### [Data supplied]
....

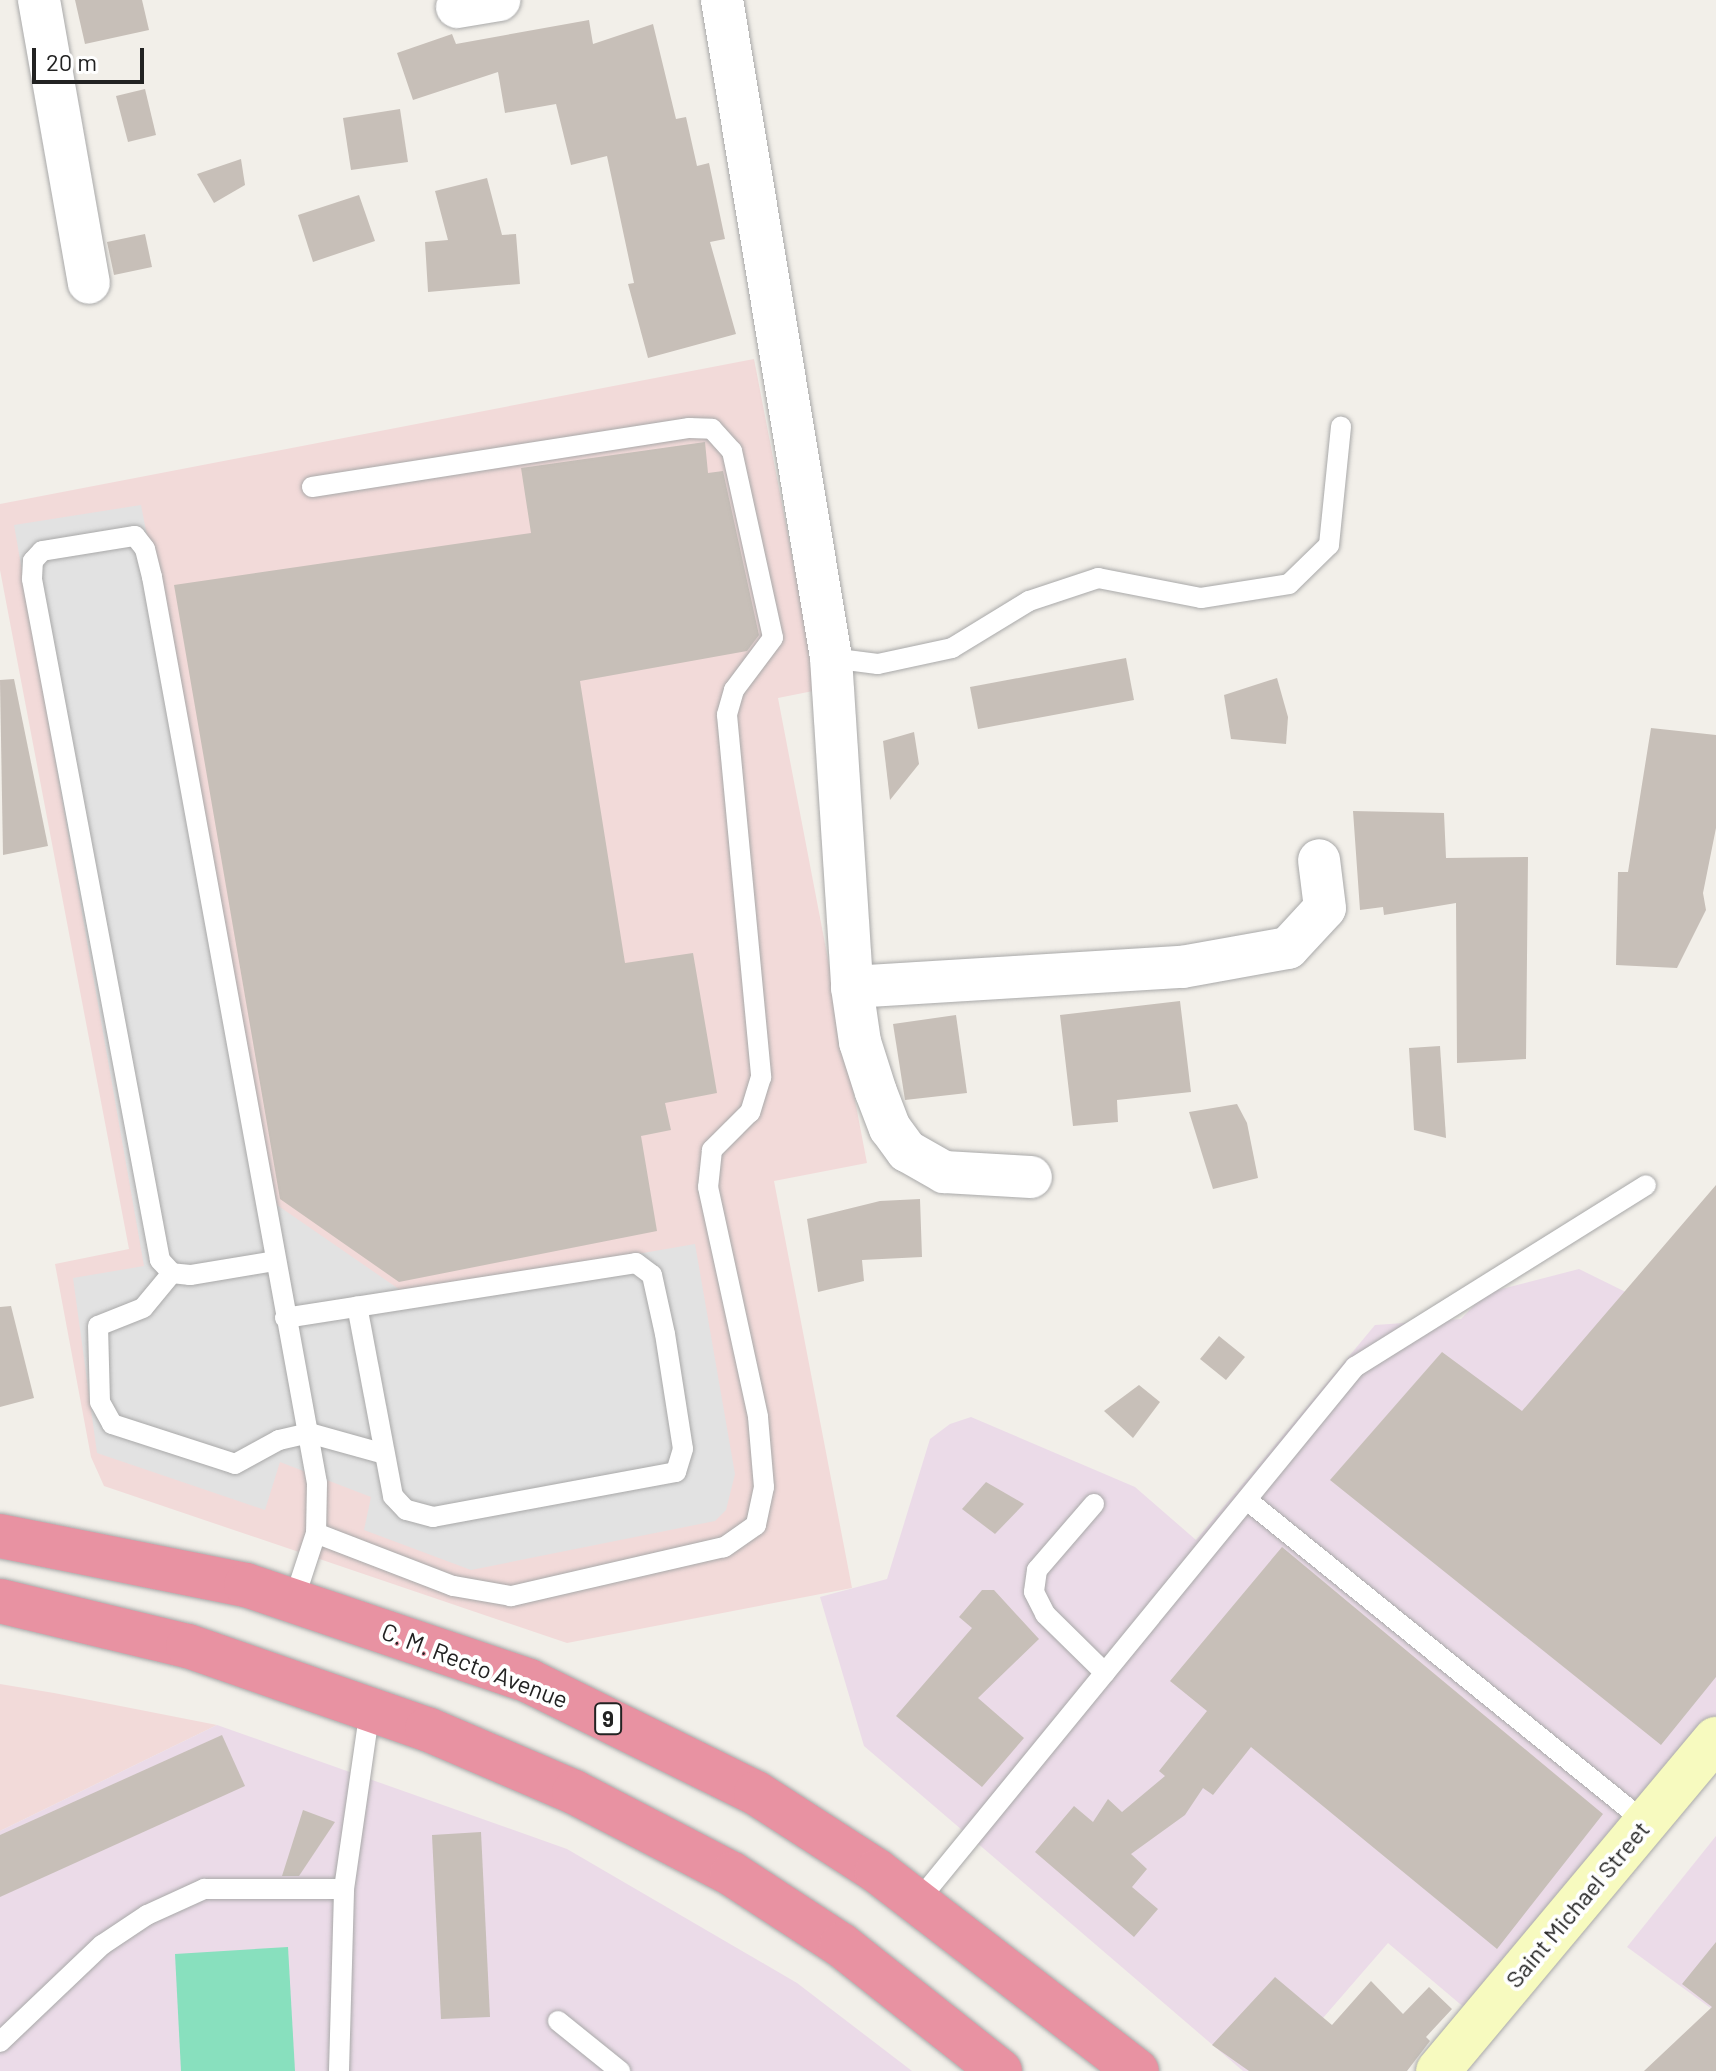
<!DOCTYPE html>
<style>
body{margin:0}
#map{position:relative;width:1716px;height:2071px;overflow:hidden;background:#f2efe9;font-family:Barlow,sans-serif}
div>[style]{position:absolute}
.commercial>*{inset:0;background:#f2dad9}
.industrial>*{inset:0;background:#ebdbe8}
.pitch>*{inset:0;background:#88e0be}
.parking>*{inset:0;background:#e2e2e2}
.building>*{inset:0;background:#c7bfb8}
.roads{filter:drop-shadow(0 0 2px #a9a9a9) drop-shadow(0 0 2px #a9a9a9)}
.lane>*{height:20px;margin:-10px;padding:0 10px;transform-origin:10px;border-radius:10px;background:#fff}
.street>*{height:42px;margin:-21px;padding:0 21px;transform-origin:21px;border-radius:21px;background:#fff}
.secondary>*{height:44px;margin:-22px;padding:0 22px;transform-origin:22px;border-radius:22px;background:#f7fabf}
.highway>*{height:44px;margin:-22px;padding:0 22px;transform-origin:22px;border-radius:22px;background:#e892a2}
span{translate:-50% -50%;white-space:nowrap;text-align:center;line-height:1.15;-webkit-text-stroke:8px #fff;paint-order:stroke}
.shield-label span{padding:2px 6px;background:#fff;border:2px solid;border-radius:6px;-webkit-text-stroke-width:0}
.shield-label{font-size:22px;color:#222;font-weight:700}
.street-label{font-size:24px;color:#222}
.scale{position:absolute;left:32px;top:48px;width:112px;height:36px;box-sizing:border-box;border:4px solid #222;border-top:0;padding-left:10px;font-size:24px;line-height:28px;white-space:nowrap;color:#222;-webkit-text-stroke:6px #fff;paint-order:stroke}
</style>
<div id="map">
<div class="commercial">
<i style="clip-path:polygon(754px 359px,818px 690px,778px 698px,867px 1163px,774px 1181px,852px 1588px,567px 1643px,104px 1486px,91px 1457px,55px 1264px,129px 1249px,0 570px,0 504px)"></i>
<i style="clip-path:polygon(0 1684px,54px 1693px,217px 1725px,0 1831px)"></i>
</div>
<div class="industrial">
<i style="clip-path:polygon(1579px 1269px,1644px 1301px,1716px 1424px,1716px 1746px,1486px 2026px,1388px 1943px,1277px 2071px,1243px 2071px,864px 1746px,820px 1597px,887px 1579px,930px 1439px,950px 1424px,971px 1417px,1135px 1487px,1196px 1540px,1375px 1325px,1461px 1319px,1486px 1293px)"></i>
<i style="clip-path:polygon(217px 1725px,567px 1849px,797px 1983px,912px 2071px,0 2071px,0 1831px)"></i>
<i style="clip-path:polygon(1716px 1836px,1716px 2012px,1627px 1947px)"></i>
</div>
<div class="pitch">
<i style="clip-path:polygon(288px 1947px,295px 2071px,181px 2071px,175px 1954px)"></i>
</div>
<div class="parking">
<i style="clip-path:polygon(141px 505px,277px 1205px,406px 1294px,695px 1244px,735px 1474px,726px 1510px,715px 1521px,471px 1570px,364px 1530px,371px 1497px,280px 1462px,265px 1510px,97px 1453px,73px 1278px,144px 1266px,14px 525px)"></i>
</div>
<div class="building">
<i style="clip-path:polygon(75px 0,142px 0,149px 30px,85px 44px)"></i>
<i style="clip-path:polygon(589px 20px,593px 44px,653px 24px,676px 119px,686px 117px,697px 166px,709px 163px,725px 239px,710px 242px,736px 334px,648px 358px,628px 284px,634px 283px,607px 156px,571px 165px,556px 104px,505px 113px,498px 72px,413px 100px,397px 53px,452px 34px,456px 44px)"></i>
<i style="clip-path:polygon(145px 89px,156px 135px,128px 142px,116px 96px)"></i>
<i style="clip-path:polygon(400px 109px,408px 162px,351px 170px,343px 118px)"></i>
<i style="clip-path:polygon(241px 159px,245px 185px,214px 203px,197px 174px)"></i>
<i style="clip-path:polygon(487px 178px,502px 235px,516px 234px,520px 284px,428px 292px,425px 242px,448px 240px,435px 191px)"></i>
<i style="clip-path:polygon(359px 195px,375px 241px,313px 262px,298px 215px)"></i>
<i style="clip-path:polygon(145px 234px,152px 267px,114px 275px,107px 242px)"></i>
<i style="clip-path:polygon(705px 442px,708px 473px,723px 471px,759px 635px,747px 651px,580px 681px,625px 963px,693px 953px,717px 1093px,665px 1103px,671px 1130px,641px 1136px,657px 1231px,399px 1282px,280px 1199px,174px 585px,531px 533px,521px 468px)"></i>
<i style="clip-path:polygon(1126px 658px,1134px 700px,978px 729px,970px 687px)"></i>
<i style="clip-path:polygon(1277px 678px,1288px 717px,1286px 744px,1231px 739px,1224px 695px)"></i>
<i style="clip-path:polygon(14px 679px,48px 846px,3px 855px,0 680px)"></i>
<i style="clip-path:polygon(1651px 728px,1716px 735px,1716px 828px,1703px 893px,1706px 910px,1677px 968px,1616px 965px,1618px 872px,1628px 872px)"></i>
<i style="clip-path:polygon(914px 732px,919px 764px,890px 800px,883px 741px)"></i>
<i style="clip-path:polygon(1353px 811px,1444px 813px,1446px 858px,1528px 857px,1526px 1059px,1457px 1063px,1456px 903px,1384px 915px,1383px 907px,1360px 910px)"></i>
<i style="clip-path:polygon(1180px 1001px,1191px 1092px,1117px 1100px,1118px 1122px,1073px 1126px,1060px 1015px)"></i>
<i style="clip-path:polygon(956px 1015px,967px 1093px,905px 1100px,893px 1024px)"></i>
<i style="clip-path:polygon(1440px 1046px,1446px 1138px,1414px 1130px,1409px 1048px)"></i>
<i style="clip-path:polygon(1237px 1104px,1247px 1123px,1258px 1178px,1213px 1189px,1189px 1112px)"></i>
<i style="clip-path:polygon(1716px 1185px,1716px 1677px,1661px 1745px,1330px 1480px,1442px 1352px,1522px 1411px)"></i>
<i style="clip-path:polygon(920px 1199px,922px 1257px,862px 1260px,864px 1281px,818px 1292px,807px 1219px,880px 1201px)"></i>
<i style="clip-path:polygon(11px 1306px,34px 1398px,0 1407px,0 1307px)"></i>
<i style="clip-path:polygon(1219px 1336px,1245px 1357px,1226px 1380px,1200px 1359px)"></i>
<i style="clip-path:polygon(1139px 1385px,1160px 1402px,1133px 1438px,1104px 1411px)"></i>
<i style="clip-path:polygon(986px 1482px,1024px 1504px,995px 1534px,962px 1509px)"></i>
<i style="clip-path:polygon(1282px 1547px,1603px 1814px,1497px 1949px,1251px 1747px,1213px 1795px,1203px 1788px,1185px 1815px,1131px 1854px,1147px 1869px,1132px 1887px,1158px 1909px,1134px 1937px,1035px 1852px,1074px 1806px,1093px 1822px,1108px 1799px,1122px 1812px,1165px 1776px,1159px 1771px,1207px 1711px,1170px 1681px)"></i>
<i style="clip-path:polygon(982px 1590px,994px 1590px,1039px 1639px,978px 1698px,1024px 1738px,982px 1787px,896px 1716px,972px 1628px,959px 1617px)"></i>
<i style="clip-path:polygon(222px 1735px,245px 1786px,0 1897px,0 1835px)"></i>
<i style="clip-path:polygon(303px 1810px,335px 1822px,299px 1876px,282px 1876px)"></i>
<i style="clip-path:polygon(481px 1832px,490px 2017px,441px 2019px,432px 1835px)"></i>
<i style="clip-path:polygon(1716px 1942px,1716px 2071px,1644px 2071px,1712px 2007px,1682px 1984px)"></i>
<i style="clip-path:polygon(1275px 1977px,1332px 2025px,1371px 1981px,1403px 2014px,1429px 1987px,1452px 2009px,1426px 2037px,1430px 2041px,1407px 2071px,1249px 2071px,1212px 2045px)"></i>
</div>
<div class="roads">
<div class="lane">
<i style="left:312px;top:487px;width:382px;rotate:-8.9deg"></i>
<i style="left:689px;top:428px;width:23px;rotate:2deg"></i>
<i style="left:712px;top:429px;width:30px;rotate:48deg"></i>
<i style="left:732px;top:451px;width:191px;rotate:77.6deg"></i>
<i style="left:773px;top:638px;width:65px;rotate:126.9deg"></i>
<i style="left:734px;top:690px;width:26px;rotate:106deg"></i>
<i style="left:727px;top:715px;width:364px;rotate:84.6deg"></i>
<i style="left:761px;top:1077px;width:37px;rotate:107deg"></i>
<i style="left:750px;top:1112px;width:54px;rotate:135deg"></i>
<i style="left:712px;top:1150px;width:37px;rotate:96deg"></i>
<i style="left:708px;top:1187px;width:235px;rotate:77.7deg"></i>
<i style="left:758px;top:1417px;width:70px;rotate:85.1deg"></i>
<i style="left:764px;top:1487px;width:39px;rotate:102deg"></i>
<i style="left:756px;top:1525px;width:39px;rotate:145deg"></i>
<i style="left:724px;top:1547px;width:219px;rotate:167deg"></i>
<i style="left:511px;top:1596px;width:59px;rotate:-170.2deg"></i>
<i style="left:453px;top:1586px;width:147px;rotate:-158.9deg"></i>
<i style="left:831px;top:658px;width:47px;rotate:7.3deg"></i>
<i style="left:878px;top:664px;width:76px;rotate:-12.2deg"></i>
<i style="left:952px;top:648px;width:90px;rotate:-31.4deg"></i>
<i style="left:1029px;top:601px;width:73px;rotate:-18.4deg"></i>
<i style="left:1098px;top:578px;width:105px;rotate:11deg"></i>
<i style="left:1201px;top:598px;width:89px;rotate:-9deg"></i>
<i style="left:1289px;top:584px;width:56px;rotate:-44.3deg"></i>
<i style="left:1329px;top:545px;width:119px;rotate:-84.2deg"></i>
<i style="left:275px;top:1261px;width:86px;rotate:170.6deg"></i>
<i style="left:190px;top:1275px;width:18px;rotate:-174deg"></i>
<i style="left:172px;top:1273px;width:18px;rotate:-133deg"></i>
<i style="left:160px;top:1260px;width:693px;rotate:-100.65deg"></i>
<i style="left:32px;top:579px;width:18px;rotate:-87deg"></i>
<i style="left:33px;top:561px;width:13px;rotate:-48deg"></i>
<i style="left:42px;top:551px;width:94px;rotate:-9.2deg"></i>
<i style="left:135px;top:536px;width:16px;rotate:52deg"></i>
<i style="left:145px;top:549px;width:29px;rotate:76deg"></i>
<i style="left:152px;top:577px;width:921px;rotate:79.68deg"></i>
<i style="left:317px;top:1483px;width:50px;rotate:91.1deg"></i>
<i style="left:316px;top:1533px;width:71px;rotate:108.2deg"></i>
<i style="left:172px;top:1273px;width:45px;rotate:129.6deg"></i>
<i style="left:143px;top:1308px;width:48px;rotate:158.2deg"></i>
<i style="left:98px;top:1326px;width:76px;rotate:88.5deg"></i>
<i style="left:100px;top:1402px;width:25px;rotate:61deg"></i>
<i style="left:112px;top:1424px;width:129px;rotate:18deg"></i>
<i style="left:235px;top:1464px;width:50px;rotate:-28.6deg"></i>
<i style="left:279px;top:1440px;width:31px;rotate:-13deg"></i>
<i style="left:309px;top:1433px;width:78px;rotate:15.6deg"></i>
<i style="left:285px;top:1318px;width:355px;rotate:-8.9deg"></i>
<i style="left:636px;top:1263px;width:20px;rotate:37deg"></i>
<i style="left:652px;top:1275px;width:60px;rotate:77.6deg"></i>
<i style="left:665px;top:1334px;width:116px;rotate:81.1deg"></i>
<i style="left:683px;top:1449px;width:24px;rotate:107deg"></i>
<i style="left:676px;top:1472px;width:247px;rotate:169.5deg"></i>
<i style="left:433px;top:1517px;width:28px;rotate:-165deg"></i>
<i style="left:406px;top:1510px;width:19px;rotate:-133deg"></i>
<i style="left:393px;top:1496px;width:193px;rotate:-100.7deg"></i>
<i style="left:1247px;top:1500px;width:512px;rotate:38.97deg"></i>
<i style="left:1094px;top:1504px;width:87px;rotate:130.8deg"></i>
<i style="left:1037px;top:1570px;width:22px;rotate:98deg"></i>
<i style="left:1034px;top:1592px;width:25px;rotate:63deg"></i>
<i style="left:1045px;top:1614px;width:84px;rotate:44.5deg"></i>
<i style="left:919px;top:1900px;width:689px;rotate:-50.72deg"></i>
<i style="left:1355px;top:1367px;width:343px;rotate:-32deg"></i>
<i style="left:558px;top:2021px;width:80px;rotate:38.9deg"></i>
<i style="left:0;top:2042px;width:141px;rotate:-43.6deg"></i>
<i style="left:102px;top:1945px;width:54px;rotate:-33.7deg"></i>
<i style="left:147px;top:1915px;width:63px;rotate:-24.5deg"></i>
<i style="left:204px;top:1889px;width:140px"></i>
<i style="left:339px;top:2071px;width:182px;rotate:-88.4deg"></i>
<i style="left:344px;top:1889px;width:182px;rotate:-81.8deg"></i>
</div>
<div class="street">
<i style="left:39px;top:0;width:287px;rotate:80deg"></i>
<i style="left:722px;top:0;width:667px;rotate:80.59deg"></i>
<i style="left:831px;top:658px;width:330px;rotate:86.3deg"></i>
<i style="left:852px;top:987px;width:331px;rotate:-3.5deg"></i>
<i style="left:1182px;top:967px;width:108px;rotate:-10.2deg"></i>
<i style="left:1288px;top:948px;width:54px;rotate:-47.2deg"></i>
<i style="left:1325px;top:908px;width:48px;rotate:-97.1deg"></i>
<i style="left:457px;top:7px;width:43px;rotate:-9.5deg"></i>
<i style="left:852px;top:987px;width:56px;rotate:81.7deg"></i>
<i style="left:860px;top:1042px;width:52px;rotate:72.3deg"></i>
<i style="left:876px;top:1092px;width:39px;rotate:69deg"></i>
<i style="left:890px;top:1128px;width:29px;rotate:54deg"></i>
<i style="left:907px;top:1151px;width:43px;rotate:29.6deg"></i>
<i style="left:944px;top:1172px;width:87px;rotate:3.3deg"></i>
</div>
<div class="secondary">
<i style="left:1438px;top:2071px;width:433px;rotate:-50.1deg"></i>
</div>
<div class="highway">
<i style="left:0;top:1536px;width:251px;rotate:11.3deg"></i>
<i style="left:246px;top:1585px;width:299px;rotate:18.7deg"></i>
<i style="left:529px;top:1681px;width:253px;rotate:26.3deg"></i>
<i style="left:756px;top:1793px;width:144px;rotate:32.8deg"></i>
<i style="left:877px;top:1871px;width:328px;rotate:37.6deg"></i>
<i style="left:0;top:1601px;width:193px;rotate:13.5deg"></i>
<i style="left:188px;top:1646px;width:253px;rotate:19.2deg"></i>
<i style="left:427px;top:1729px;width:160px;rotate:23.2deg"></i>
<i style="left:574px;top:1792px;width:178px;rotate:27.4deg"></i>
<i style="left:732px;top:1874px;width:130px;rotate:33.1deg"></i>
<i style="left:841px;top:1945px;width:203px;rotate:38.4deg"></i>
</div>
</div>
<div class="shield-label">
<span style="left:608px;top:1719px">9</span>
</div>
<div class="street-label">
<span style="left:475px;top:1665px;rotate:21deg">C. M. Recto Avenue</span>
<span style="left:1577px;top:1904px;rotate:-50deg">Saint Michael Street</span>
</div>
<div class="scale">20 m</div>
</div>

....

### [Required action]
Report the number of lines in the entries above that include the word "span" and add nothing to it.

### [Response for this exercise]
5